From: Audrey McNeil <audrey () riskbasedsecurity com>
Date: Tue, 12 May 2015 19:53:34 -0600

http://www.databreachtoday.com/employing-technology-to-ensure-privacy-a-8215

Automating the process of excising personally identifiable information when
sharing data is a challenge that the Defense Department hopes to overcome.

The Defense Advanced Research Projects Agency, known as DARPA, will
consider proposals from the public that would expedite the way
organizations safeguard PII while sharing the data with others. It's a
technology problem that has vexed the information security and privacy
world for years.

The goal of the initiative, known as Brandeis, is to "break the tension"
between maintaining privacy and being able to tap into the huge value of
data, DARPA Program Manager John Launchbury says. "Rather than having to
balance these public goods, Brandeis aims to build a third option: Enabling
safe and predictable sharing of data while reliably preserving privacy," he
says.

DARPA envisions the project - named after Louis Brandeis, a privacy
proponent as an associate justice of the Supreme Court nearly a century ago
- as developing tools and techniques to enable the building of systems in
which private data would be used only for its intended purpose and no other.

Democratic Need

Sharing information is a growing focus of government and industry as
Congress considers legislation to encourage businesses to voluntarily share
cyberthreat information with the government and each other. Those measures
would require the stripping of PII before the data is exchanged. "Democracy
and innovation depend on creativity and the open exchange of diverse ideas,
but fear of a loss of privacy can stifle those processes," Launchbury says.

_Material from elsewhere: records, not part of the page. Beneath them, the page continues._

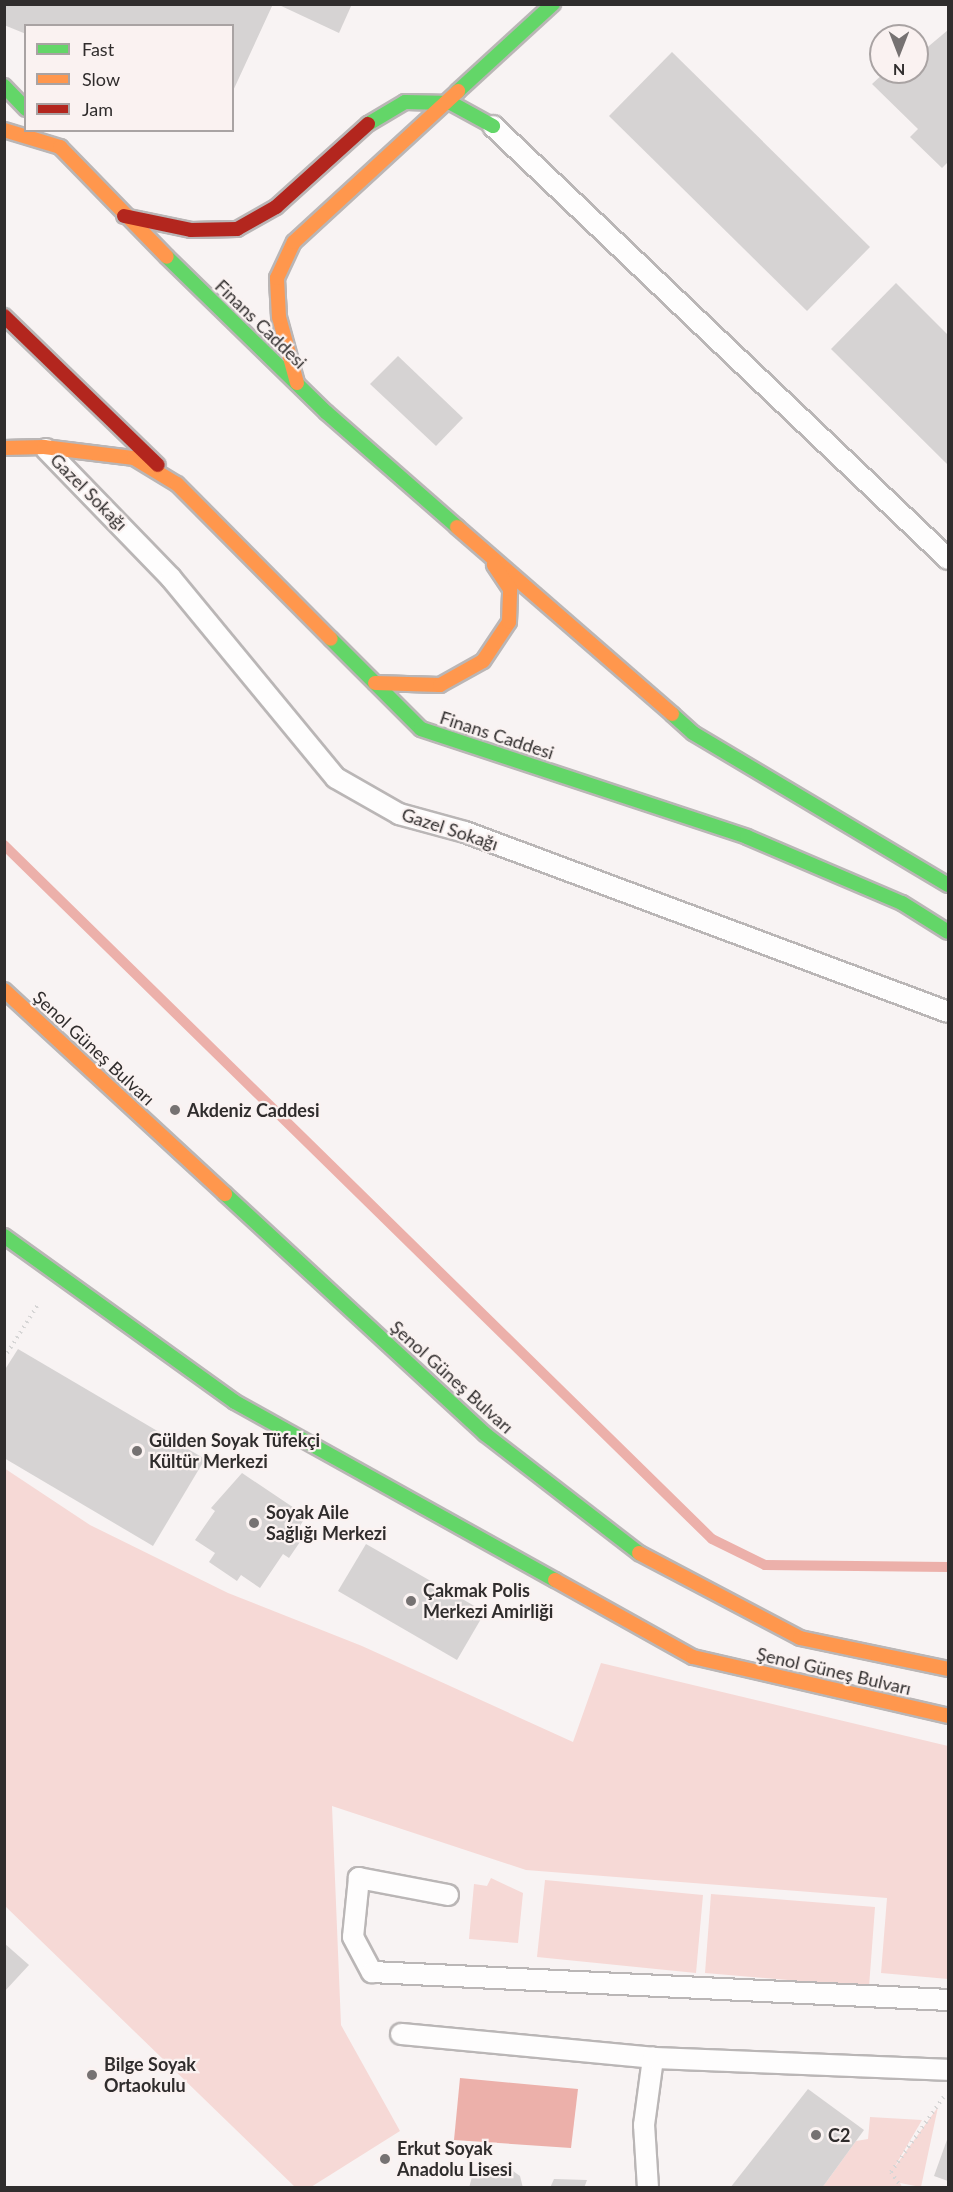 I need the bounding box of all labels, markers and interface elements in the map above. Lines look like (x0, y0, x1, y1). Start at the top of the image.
legend (24, 24, 234, 132)
north arrow (869, 24, 929, 84)
text: Fast (82, 38, 114, 60)
text: N (893, 61, 905, 80)
text: Slow (82, 68, 120, 90)
text: Jam (82, 98, 113, 120)
street label: Finans Caddesi (211, 275, 311, 373)
street label: Gazel Sokağı (46, 449, 132, 535)
street label: Finans Caddesi (437, 706, 557, 764)
street label: Gazel Sokağı (399, 803, 501, 855)
street label: Şenol Güneş Bulvarı (29, 986, 159, 1110)
place label: Akdeniz Caddesi (187, 1099, 319, 1121)
marker: Akdeniz Caddesi (168, 1103, 182, 1117)
street label: Şenol Güneş Bulvarı (386, 1316, 518, 1438)
place label: Gülden Soyak Tüfekçi Kültür Merkezi (149, 1430, 321, 1472)
marker: Gülden Soyak Tüfekçi Kültür Merkezi (130, 1444, 144, 1458)
place label: Soyak Aile Sağlığı Merkezi (266, 1502, 387, 1544)
marker: Soyak Aile Sağlığı Merkezi (247, 1516, 261, 1530)
place label: Çakmak Polis Merkezi Amirliği (423, 1580, 554, 1622)
marker: Çakmak Polis Merkezi Amirliği (404, 1594, 418, 1608)
street label: Şenol Güneş Bulvarı (755, 1643, 913, 1699)
place label: Bilge Soyak Ortaokulu (104, 2054, 196, 2096)
marker: Bilge Soyak Ortaokulu (85, 2068, 99, 2082)
place label: C2 (828, 2124, 850, 2146)
marker: C2 (809, 2128, 823, 2142)
place label: Erkut Soyak Anadolu Lisesi (397, 2138, 512, 2180)
marker: Erkut Soyak Anadolu Lisesi (378, 2152, 392, 2166)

As he explains, the existing approaches to protect PII fall into two broad
categories: (1) trusting the user of the data to furnish robust safeguards
and (2) filtering the release of data at the source, such as by removing a
person's Social Security number from a record.

Trusting the holder of the data to safeguard PII is problematic, as proven
by the millions of Social Security numbers, credit card numbers and other
PII exposed by a series of high-profile breaches in the past few years.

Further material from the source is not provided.